System Prompt vs User Prompt: What Goes Where (and Why It Matters)
Putting the right instruction in the right place is one of the cheapest ways to make AI output more reliable.
6 min read · Updated
Quick answer
A system prompt sets durable rules, persona, and constraints that apply to an entire conversation — for example, the assistant’s role, tone, output format, and hard limits. A user prompt is the specific request for a single turn. The rule of thumb: anything you want enforced every time goes in the system prompt; anything specific to this one request goes in the user prompt. Mixing them up is a common cause of inconsistent results.
Most chat interfaces and every API expose two kinds of instruction: the system prompt and the user prompt.
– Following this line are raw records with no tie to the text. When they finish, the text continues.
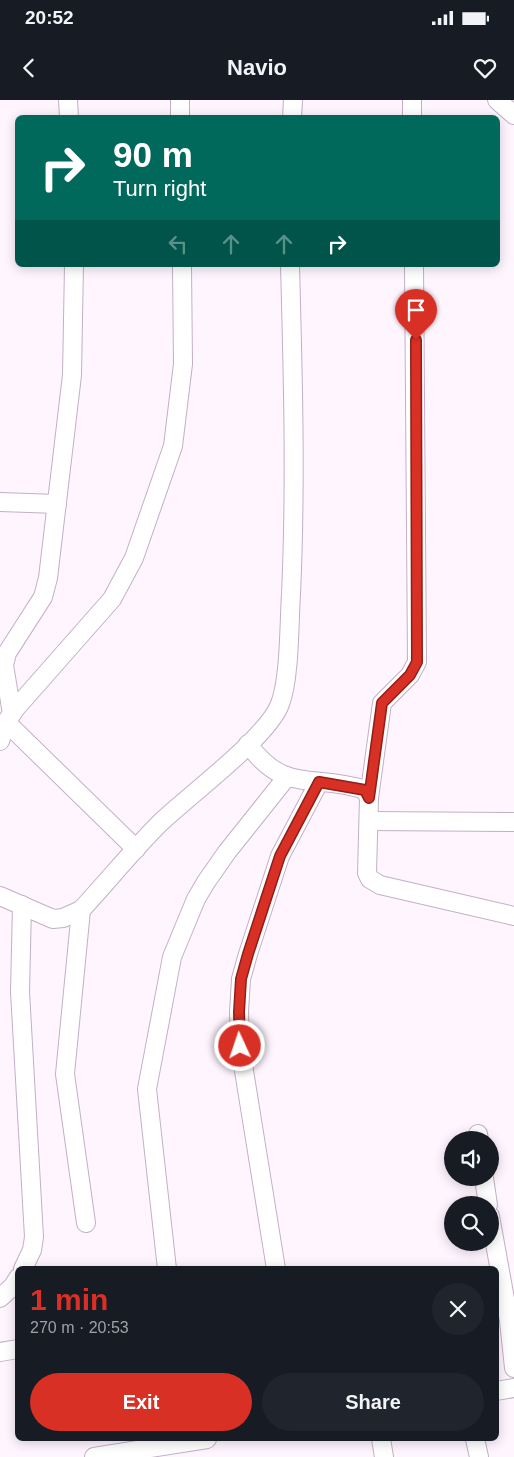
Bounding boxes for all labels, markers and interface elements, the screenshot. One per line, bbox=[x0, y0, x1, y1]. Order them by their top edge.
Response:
text: 20:52 bbox=[25, 7, 74, 28]
icon: back bbox=[15, 54, 43, 82]
icon: heart bbox=[471, 54, 499, 82]
text: Navio bbox=[227, 55, 287, 80]
icon: right bbox=[30, 135, 95, 200]
text: 90 m bbox=[113, 135, 193, 174]
text: Turn right bbox=[113, 176, 206, 201]
icon: left bbox=[164, 230, 192, 258]
icon: ahead bbox=[217, 230, 245, 258]
icon: ahead bbox=[270, 230, 298, 258]
icon: right bbox=[323, 230, 351, 258]
pin bbox=[395, 289, 437, 340]
icon: arrive bbox=[402, 296, 430, 324]
position arrow bbox=[213, 1019, 265, 1071]
map controls bbox=[444, 1131, 499, 1251]
button: sound bbox=[444, 1131, 499, 1186]
button: search bbox=[444, 1196, 499, 1251]
text: 1 min bbox=[30, 1283, 108, 1316]
button: close bbox=[432, 1283, 484, 1335]
text: 270 m · 20:53 bbox=[30, 1319, 129, 1336]
button: Exit bbox=[30, 1373, 252, 1431]
button: Share bbox=[262, 1373, 484, 1431]

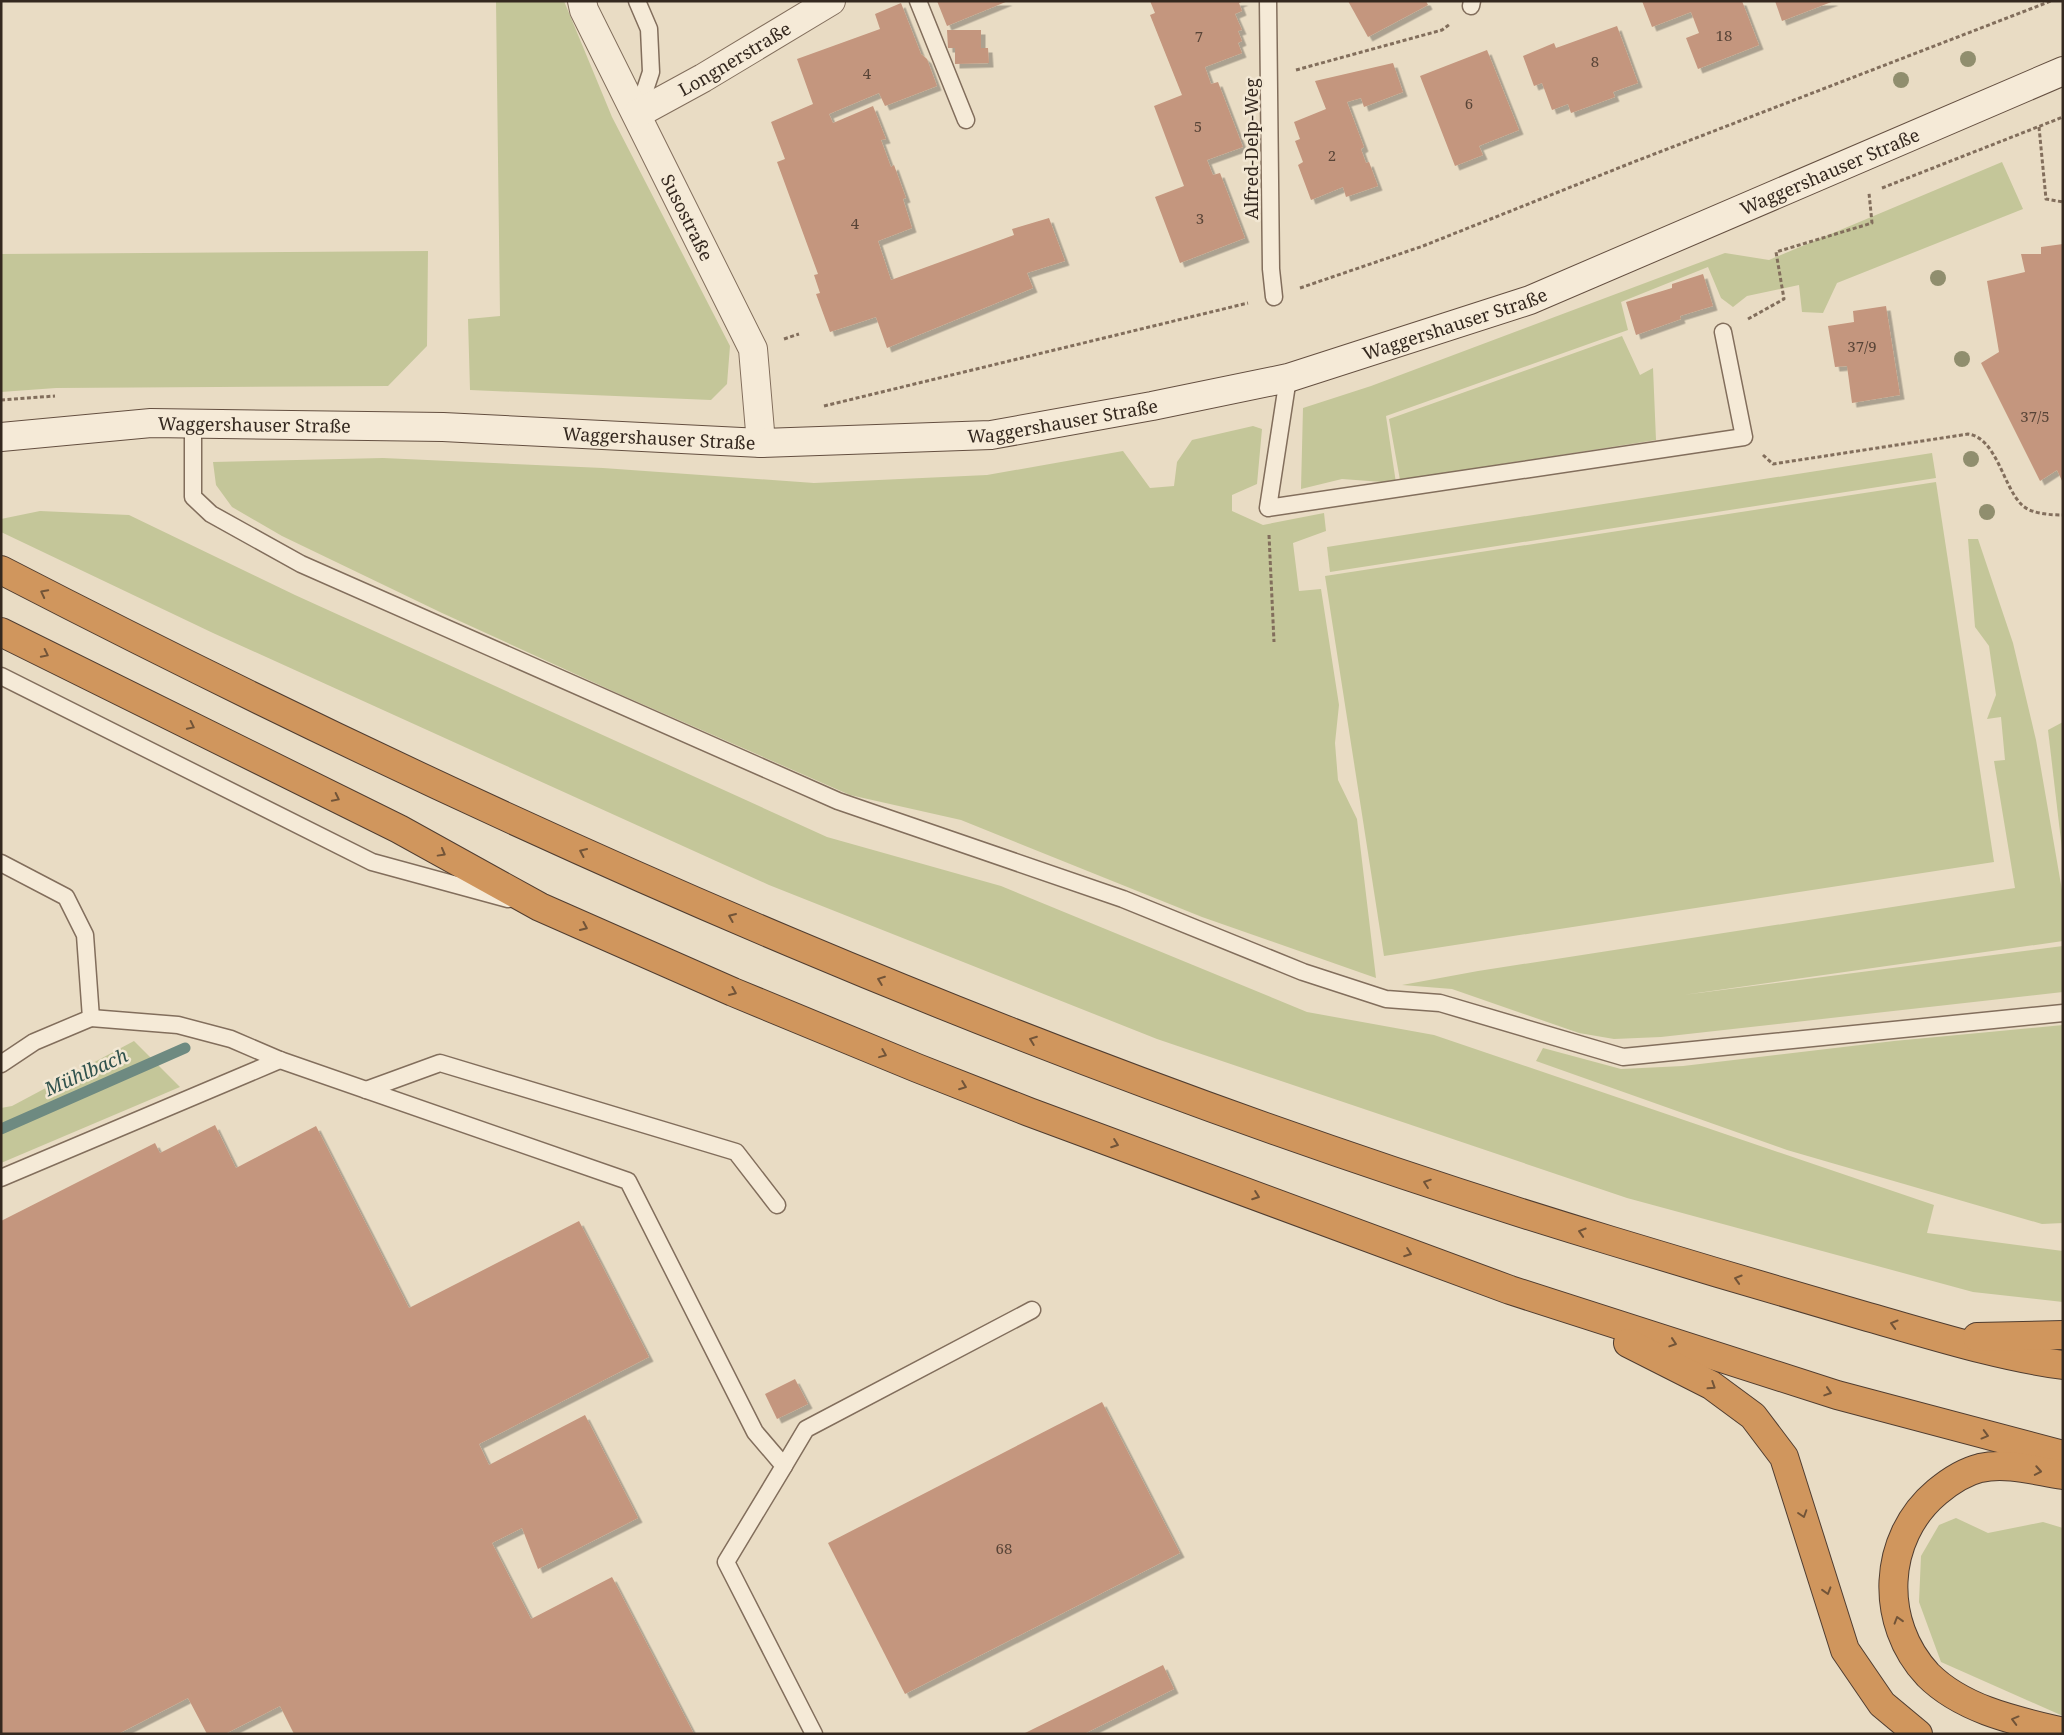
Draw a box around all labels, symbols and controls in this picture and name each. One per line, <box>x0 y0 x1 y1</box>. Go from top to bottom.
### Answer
street label: Longnerstraße <box>674 16 795 101</box>
house number: 18 <box>1716 25 1732 45</box>
house number: 7 <box>1195 26 1203 46</box>
house number: 8 <box>1591 51 1599 71</box>
house number: 4 <box>863 63 872 83</box>
street label: Alfred-Delp-Weg <box>1239 78 1263 220</box>
house number: 6 <box>1465 93 1473 113</box>
house number: 5 <box>1194 116 1202 136</box>
street label: Waggershauser Straße <box>1736 122 1923 220</box>
house number: 2 <box>1328 145 1336 165</box>
street label: Susostraße <box>656 170 719 265</box>
house number: 3 <box>1196 208 1204 228</box>
house number: 4 <box>851 213 860 233</box>
street label: Waggershauser Straße <box>1359 282 1551 365</box>
house number: 37/9 <box>1847 336 1877 356</box>
street label: Waggershauser Straße <box>967 393 1160 448</box>
house number: 37/5 <box>2020 406 2050 426</box>
street label: Waggershauser Straße <box>158 411 351 438</box>
street label: Waggershauser Straße <box>562 421 756 455</box>
one-way arrow <box>41 589 50 599</box>
one-way arrow <box>40 648 49 658</box>
one-way arrow <box>185 720 194 730</box>
one-way arrow <box>331 792 340 802</box>
one-way arrow <box>436 847 445 857</box>
one-way arrow <box>579 847 588 858</box>
one-way arrow <box>728 913 737 924</box>
one-way arrow <box>579 921 588 932</box>
one-way arrow <box>878 976 886 986</box>
one-way arrow <box>728 986 737 997</box>
one-way arrow <box>1029 1036 1038 1046</box>
water label: Mühlbach <box>39 1042 132 1102</box>
one-way arrow <box>878 1048 887 1058</box>
one-way arrow <box>958 1080 967 1090</box>
one-way arrow <box>1110 1138 1118 1148</box>
one-way arrow <box>1423 1178 1432 1188</box>
one-way arrow <box>1251 1190 1260 1200</box>
one-way arrow <box>1578 1228 1587 1238</box>
one-way arrow <box>1404 1247 1412 1257</box>
one-way arrow <box>1734 1275 1742 1285</box>
one-way arrow <box>1890 1320 1898 1330</box>
one-way arrow <box>1669 1337 1677 1347</box>
one-way arrow <box>1707 1380 1716 1390</box>
one-way arrow <box>1823 1387 1832 1397</box>
one-way arrow <box>1981 1429 1989 1439</box>
one-way arrow <box>2033 1465 2042 1475</box>
one-way arrow <box>1797 1510 1807 1518</box>
house number: 68 <box>996 1538 1012 1558</box>
one-way arrow <box>1822 1586 1832 1595</box>
one-way arrow <box>1893 1617 1903 1625</box>
one-way arrow <box>2011 1715 2020 1726</box>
Understanding the division of labour between them removes a whole class of frustrating, inconsistent results.
What belongs in the system prompt
The system prompt sets the stage. It is read once and shapes every turn that follows, so it is the home for anything durable:
- Role and persona — “You are a meticulous financial analyst.”
- Tone and voice — formal, friendly, terse.
- Hard constraints — “Never give medical advice without recommending a professional.”
- Default output format — “Always answer in markdown with a summary line first.”
- Safety and scope — what the assistant should refuse or redirect.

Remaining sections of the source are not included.